# [PROBLEM DETAILS]
Transcribe the entries below exactly from their first line through the line containing "height:4px; margin-top:-2px; transform-origin:0;", and let no picture into the copy.

[Records from a data source]

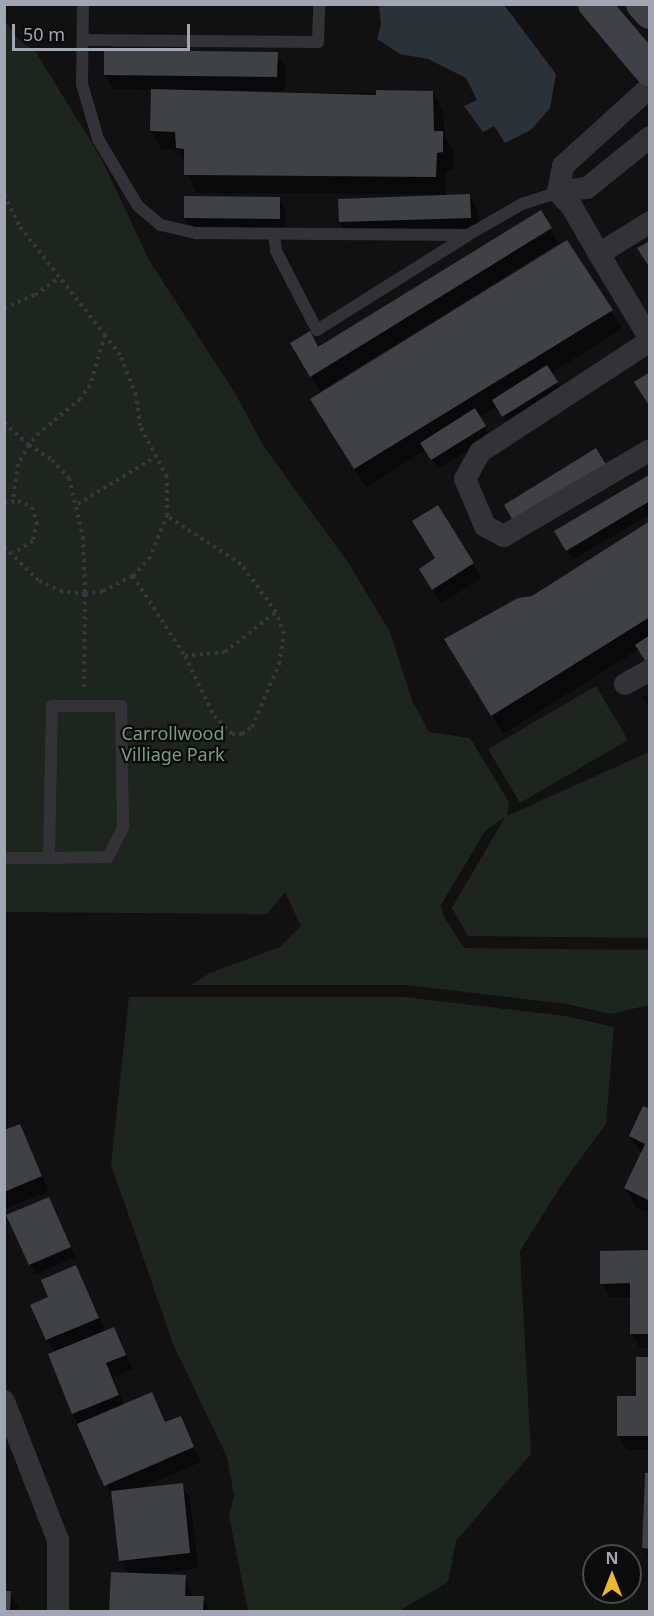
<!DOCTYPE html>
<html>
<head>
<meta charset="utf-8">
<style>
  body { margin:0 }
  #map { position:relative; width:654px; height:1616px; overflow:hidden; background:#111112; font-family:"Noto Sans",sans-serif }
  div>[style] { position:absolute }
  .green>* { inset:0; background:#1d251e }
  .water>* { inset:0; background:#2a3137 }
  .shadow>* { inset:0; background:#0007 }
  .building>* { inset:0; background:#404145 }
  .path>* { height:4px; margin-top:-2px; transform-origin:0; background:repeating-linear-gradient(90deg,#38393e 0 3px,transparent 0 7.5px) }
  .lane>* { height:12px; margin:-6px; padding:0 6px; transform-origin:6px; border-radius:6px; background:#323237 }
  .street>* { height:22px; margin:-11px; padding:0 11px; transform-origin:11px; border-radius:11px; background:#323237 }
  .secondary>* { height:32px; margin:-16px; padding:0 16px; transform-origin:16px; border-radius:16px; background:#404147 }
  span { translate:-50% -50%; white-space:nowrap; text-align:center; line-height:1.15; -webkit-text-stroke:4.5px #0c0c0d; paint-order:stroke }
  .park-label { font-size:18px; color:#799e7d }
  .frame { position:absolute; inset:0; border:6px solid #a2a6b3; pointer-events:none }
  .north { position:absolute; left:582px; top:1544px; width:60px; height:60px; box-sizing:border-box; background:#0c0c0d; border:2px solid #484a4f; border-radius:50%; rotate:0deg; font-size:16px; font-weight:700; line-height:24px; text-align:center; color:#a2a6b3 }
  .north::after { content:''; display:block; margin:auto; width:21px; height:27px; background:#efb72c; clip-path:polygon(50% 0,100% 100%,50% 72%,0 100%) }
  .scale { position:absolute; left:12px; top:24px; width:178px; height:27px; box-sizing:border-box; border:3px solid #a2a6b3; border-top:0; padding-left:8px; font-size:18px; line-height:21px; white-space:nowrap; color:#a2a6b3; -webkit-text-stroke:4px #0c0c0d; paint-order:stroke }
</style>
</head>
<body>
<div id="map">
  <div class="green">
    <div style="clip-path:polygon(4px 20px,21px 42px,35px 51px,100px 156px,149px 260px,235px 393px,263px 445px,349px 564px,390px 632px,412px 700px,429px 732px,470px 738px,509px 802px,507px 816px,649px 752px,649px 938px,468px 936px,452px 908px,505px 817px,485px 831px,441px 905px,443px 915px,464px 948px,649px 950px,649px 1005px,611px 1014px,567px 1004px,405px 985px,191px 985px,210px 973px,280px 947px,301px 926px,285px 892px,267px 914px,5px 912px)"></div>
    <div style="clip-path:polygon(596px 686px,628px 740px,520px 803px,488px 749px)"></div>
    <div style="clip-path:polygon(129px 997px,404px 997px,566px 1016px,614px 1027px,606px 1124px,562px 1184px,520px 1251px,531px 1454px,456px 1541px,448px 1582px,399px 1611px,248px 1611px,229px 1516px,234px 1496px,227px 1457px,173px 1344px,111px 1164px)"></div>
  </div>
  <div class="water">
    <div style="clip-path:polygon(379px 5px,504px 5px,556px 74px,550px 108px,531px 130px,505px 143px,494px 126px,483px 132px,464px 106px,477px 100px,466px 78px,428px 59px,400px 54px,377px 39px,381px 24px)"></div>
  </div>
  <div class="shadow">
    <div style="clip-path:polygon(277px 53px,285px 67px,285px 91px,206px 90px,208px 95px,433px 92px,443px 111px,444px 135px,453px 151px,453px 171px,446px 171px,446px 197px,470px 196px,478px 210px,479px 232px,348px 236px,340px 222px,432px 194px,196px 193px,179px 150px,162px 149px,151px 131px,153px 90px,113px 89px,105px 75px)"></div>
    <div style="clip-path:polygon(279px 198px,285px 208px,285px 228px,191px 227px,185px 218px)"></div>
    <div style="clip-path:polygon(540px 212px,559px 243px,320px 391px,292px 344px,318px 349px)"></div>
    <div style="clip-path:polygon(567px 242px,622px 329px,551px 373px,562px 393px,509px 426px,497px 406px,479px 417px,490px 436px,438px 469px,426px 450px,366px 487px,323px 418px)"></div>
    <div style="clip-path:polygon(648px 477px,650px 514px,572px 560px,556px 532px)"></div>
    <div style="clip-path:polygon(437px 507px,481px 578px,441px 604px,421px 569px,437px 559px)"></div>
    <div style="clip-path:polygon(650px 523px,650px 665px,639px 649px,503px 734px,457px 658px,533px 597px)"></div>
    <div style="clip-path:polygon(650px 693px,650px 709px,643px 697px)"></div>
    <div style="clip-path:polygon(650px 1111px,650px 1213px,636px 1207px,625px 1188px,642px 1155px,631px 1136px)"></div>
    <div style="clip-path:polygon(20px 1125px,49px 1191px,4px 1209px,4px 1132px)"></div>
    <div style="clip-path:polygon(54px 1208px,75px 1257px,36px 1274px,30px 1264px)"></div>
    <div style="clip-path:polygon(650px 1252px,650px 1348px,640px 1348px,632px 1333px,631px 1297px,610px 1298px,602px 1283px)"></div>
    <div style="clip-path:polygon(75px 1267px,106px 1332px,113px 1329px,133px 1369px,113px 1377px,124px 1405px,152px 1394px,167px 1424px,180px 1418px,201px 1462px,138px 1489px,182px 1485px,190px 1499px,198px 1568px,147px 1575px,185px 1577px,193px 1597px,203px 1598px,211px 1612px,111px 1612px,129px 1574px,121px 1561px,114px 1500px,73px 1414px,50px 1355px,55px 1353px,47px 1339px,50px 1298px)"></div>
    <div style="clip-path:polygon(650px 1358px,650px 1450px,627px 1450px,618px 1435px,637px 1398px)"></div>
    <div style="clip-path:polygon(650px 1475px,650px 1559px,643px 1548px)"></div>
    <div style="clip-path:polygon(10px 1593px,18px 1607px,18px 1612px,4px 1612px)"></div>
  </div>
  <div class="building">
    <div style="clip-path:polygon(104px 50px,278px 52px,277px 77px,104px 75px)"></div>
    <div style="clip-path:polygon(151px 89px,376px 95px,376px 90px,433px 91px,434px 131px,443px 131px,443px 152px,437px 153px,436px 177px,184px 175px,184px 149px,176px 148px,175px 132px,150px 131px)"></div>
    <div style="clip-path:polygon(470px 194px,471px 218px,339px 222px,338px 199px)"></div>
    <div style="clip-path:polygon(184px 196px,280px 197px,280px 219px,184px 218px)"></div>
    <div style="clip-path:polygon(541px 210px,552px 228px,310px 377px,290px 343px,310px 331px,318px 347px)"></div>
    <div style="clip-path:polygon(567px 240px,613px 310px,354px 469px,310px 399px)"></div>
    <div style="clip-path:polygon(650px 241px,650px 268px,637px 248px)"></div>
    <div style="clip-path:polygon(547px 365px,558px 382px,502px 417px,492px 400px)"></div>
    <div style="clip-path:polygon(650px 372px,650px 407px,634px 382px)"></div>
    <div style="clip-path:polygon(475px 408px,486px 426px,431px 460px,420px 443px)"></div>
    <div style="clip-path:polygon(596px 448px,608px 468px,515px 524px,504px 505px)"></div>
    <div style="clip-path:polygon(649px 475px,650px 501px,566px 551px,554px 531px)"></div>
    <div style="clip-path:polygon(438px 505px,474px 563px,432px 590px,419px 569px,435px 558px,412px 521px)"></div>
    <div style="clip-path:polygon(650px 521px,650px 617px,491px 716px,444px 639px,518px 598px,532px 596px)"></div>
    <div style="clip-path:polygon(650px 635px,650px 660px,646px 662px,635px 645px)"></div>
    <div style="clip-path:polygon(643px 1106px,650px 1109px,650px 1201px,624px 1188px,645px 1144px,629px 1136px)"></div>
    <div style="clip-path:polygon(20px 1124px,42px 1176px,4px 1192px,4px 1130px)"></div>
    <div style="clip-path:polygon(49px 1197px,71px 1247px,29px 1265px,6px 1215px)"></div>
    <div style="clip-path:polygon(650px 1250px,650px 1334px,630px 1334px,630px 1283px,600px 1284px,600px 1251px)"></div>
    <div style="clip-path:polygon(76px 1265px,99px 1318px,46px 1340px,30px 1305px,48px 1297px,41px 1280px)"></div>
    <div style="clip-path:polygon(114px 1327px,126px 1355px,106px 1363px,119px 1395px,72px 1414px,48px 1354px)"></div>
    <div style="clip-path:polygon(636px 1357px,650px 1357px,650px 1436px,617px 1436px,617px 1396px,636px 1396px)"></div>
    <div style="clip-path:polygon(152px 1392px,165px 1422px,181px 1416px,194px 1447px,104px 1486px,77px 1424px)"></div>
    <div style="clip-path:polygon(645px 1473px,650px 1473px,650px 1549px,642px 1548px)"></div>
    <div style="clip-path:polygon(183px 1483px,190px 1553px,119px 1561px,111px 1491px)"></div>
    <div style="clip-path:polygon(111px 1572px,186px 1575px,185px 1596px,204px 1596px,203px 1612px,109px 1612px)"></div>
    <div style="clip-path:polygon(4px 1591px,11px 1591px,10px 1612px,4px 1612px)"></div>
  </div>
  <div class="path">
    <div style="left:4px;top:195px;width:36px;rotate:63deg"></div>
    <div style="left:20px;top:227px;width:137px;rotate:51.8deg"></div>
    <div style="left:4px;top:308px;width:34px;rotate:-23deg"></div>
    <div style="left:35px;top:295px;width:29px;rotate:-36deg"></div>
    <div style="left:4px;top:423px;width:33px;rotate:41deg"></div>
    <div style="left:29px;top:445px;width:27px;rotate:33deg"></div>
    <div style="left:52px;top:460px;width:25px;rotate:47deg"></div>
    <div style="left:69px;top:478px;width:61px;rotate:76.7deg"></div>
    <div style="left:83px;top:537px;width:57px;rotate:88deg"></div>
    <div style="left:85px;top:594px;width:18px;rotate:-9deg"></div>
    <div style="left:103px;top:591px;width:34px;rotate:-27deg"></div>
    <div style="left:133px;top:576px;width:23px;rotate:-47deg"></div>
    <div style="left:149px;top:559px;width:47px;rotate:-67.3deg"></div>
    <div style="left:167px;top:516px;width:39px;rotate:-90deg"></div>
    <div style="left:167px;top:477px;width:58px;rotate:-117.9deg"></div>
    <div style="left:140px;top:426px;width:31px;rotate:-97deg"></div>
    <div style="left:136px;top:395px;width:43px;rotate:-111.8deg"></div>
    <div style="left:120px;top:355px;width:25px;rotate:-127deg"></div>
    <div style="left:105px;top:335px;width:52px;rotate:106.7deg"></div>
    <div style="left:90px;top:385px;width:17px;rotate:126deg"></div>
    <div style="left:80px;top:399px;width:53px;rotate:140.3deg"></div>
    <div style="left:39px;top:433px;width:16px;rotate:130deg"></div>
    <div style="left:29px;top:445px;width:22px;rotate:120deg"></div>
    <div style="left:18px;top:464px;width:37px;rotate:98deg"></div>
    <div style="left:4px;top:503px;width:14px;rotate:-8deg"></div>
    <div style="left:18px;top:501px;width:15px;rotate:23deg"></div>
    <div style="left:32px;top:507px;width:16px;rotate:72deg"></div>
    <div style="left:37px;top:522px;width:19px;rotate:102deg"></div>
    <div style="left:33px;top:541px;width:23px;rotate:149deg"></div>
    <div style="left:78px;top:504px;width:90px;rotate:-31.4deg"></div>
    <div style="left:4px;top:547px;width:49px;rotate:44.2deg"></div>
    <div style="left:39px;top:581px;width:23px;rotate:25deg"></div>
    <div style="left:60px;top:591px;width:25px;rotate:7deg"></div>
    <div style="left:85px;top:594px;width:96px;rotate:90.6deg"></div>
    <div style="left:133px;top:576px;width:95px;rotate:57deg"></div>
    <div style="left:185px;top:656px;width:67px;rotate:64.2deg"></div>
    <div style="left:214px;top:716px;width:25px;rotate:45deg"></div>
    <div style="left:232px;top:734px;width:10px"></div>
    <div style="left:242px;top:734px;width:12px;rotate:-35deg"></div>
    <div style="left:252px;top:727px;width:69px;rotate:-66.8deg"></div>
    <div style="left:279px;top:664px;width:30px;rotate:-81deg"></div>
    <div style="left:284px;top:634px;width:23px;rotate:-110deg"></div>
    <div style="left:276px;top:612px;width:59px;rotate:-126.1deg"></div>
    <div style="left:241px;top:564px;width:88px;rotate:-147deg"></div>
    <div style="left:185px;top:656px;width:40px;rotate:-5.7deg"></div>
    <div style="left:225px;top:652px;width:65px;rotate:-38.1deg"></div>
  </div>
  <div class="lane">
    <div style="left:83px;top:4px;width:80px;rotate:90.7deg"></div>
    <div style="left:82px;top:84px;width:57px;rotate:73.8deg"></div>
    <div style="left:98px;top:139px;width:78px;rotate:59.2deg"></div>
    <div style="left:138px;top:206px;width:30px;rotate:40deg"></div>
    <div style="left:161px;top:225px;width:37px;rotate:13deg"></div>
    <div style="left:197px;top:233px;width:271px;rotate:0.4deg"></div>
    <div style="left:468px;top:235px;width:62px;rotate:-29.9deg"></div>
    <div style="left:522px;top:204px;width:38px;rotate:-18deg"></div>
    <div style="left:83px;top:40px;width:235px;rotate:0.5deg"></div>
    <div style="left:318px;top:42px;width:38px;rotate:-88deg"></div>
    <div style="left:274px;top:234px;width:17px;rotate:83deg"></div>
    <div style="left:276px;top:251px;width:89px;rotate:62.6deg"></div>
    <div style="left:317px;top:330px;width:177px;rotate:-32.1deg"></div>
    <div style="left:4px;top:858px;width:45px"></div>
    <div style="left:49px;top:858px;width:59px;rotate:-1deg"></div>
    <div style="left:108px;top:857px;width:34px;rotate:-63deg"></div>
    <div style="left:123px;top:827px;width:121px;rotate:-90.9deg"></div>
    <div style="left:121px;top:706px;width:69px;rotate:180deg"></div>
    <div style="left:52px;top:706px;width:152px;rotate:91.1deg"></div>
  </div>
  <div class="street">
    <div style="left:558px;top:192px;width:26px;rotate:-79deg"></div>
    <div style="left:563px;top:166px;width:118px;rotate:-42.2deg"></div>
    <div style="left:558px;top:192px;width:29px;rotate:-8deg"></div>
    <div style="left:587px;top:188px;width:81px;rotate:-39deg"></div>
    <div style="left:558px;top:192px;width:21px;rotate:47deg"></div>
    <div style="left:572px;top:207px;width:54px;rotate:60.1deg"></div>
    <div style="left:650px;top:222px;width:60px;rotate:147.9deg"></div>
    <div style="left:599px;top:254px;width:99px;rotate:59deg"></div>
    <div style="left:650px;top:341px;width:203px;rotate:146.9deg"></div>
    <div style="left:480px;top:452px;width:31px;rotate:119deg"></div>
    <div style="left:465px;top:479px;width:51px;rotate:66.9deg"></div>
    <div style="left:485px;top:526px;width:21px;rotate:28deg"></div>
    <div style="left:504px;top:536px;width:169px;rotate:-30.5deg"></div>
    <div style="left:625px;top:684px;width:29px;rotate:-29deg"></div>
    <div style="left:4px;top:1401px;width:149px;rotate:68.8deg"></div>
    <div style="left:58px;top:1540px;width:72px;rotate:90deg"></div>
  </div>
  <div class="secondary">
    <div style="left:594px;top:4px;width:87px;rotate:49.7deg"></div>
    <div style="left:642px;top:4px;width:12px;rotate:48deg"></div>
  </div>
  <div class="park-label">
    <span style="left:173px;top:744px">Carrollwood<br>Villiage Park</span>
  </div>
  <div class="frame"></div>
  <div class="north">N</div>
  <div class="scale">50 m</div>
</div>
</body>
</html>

# [OUTPUT OF THE EXERCISE]
<!DOCTYPE html>
<html>
<head>
<meta charset="utf-8">
<style>
  body { margin:0 }
  #map { position:relative; width:654px; height:1616px; overflow:hidden; background:#111112; font-family:"Noto Sans",sans-serif }
  div>[style] { position:absolute }
  .green>* { inset:0; background:#1d251e }
  .water>* { inset:0; background:#2a3137 }
  .shadow>* { inset:0; background:#0007 }
  .building>* { inset:0; background:#404145 }
  .path>* { height:4px; margin-top:-2px; transform-origin:0; background:repeating-linear-gradient(90deg,#38393e 0 3px,transparent 0 7.5px) }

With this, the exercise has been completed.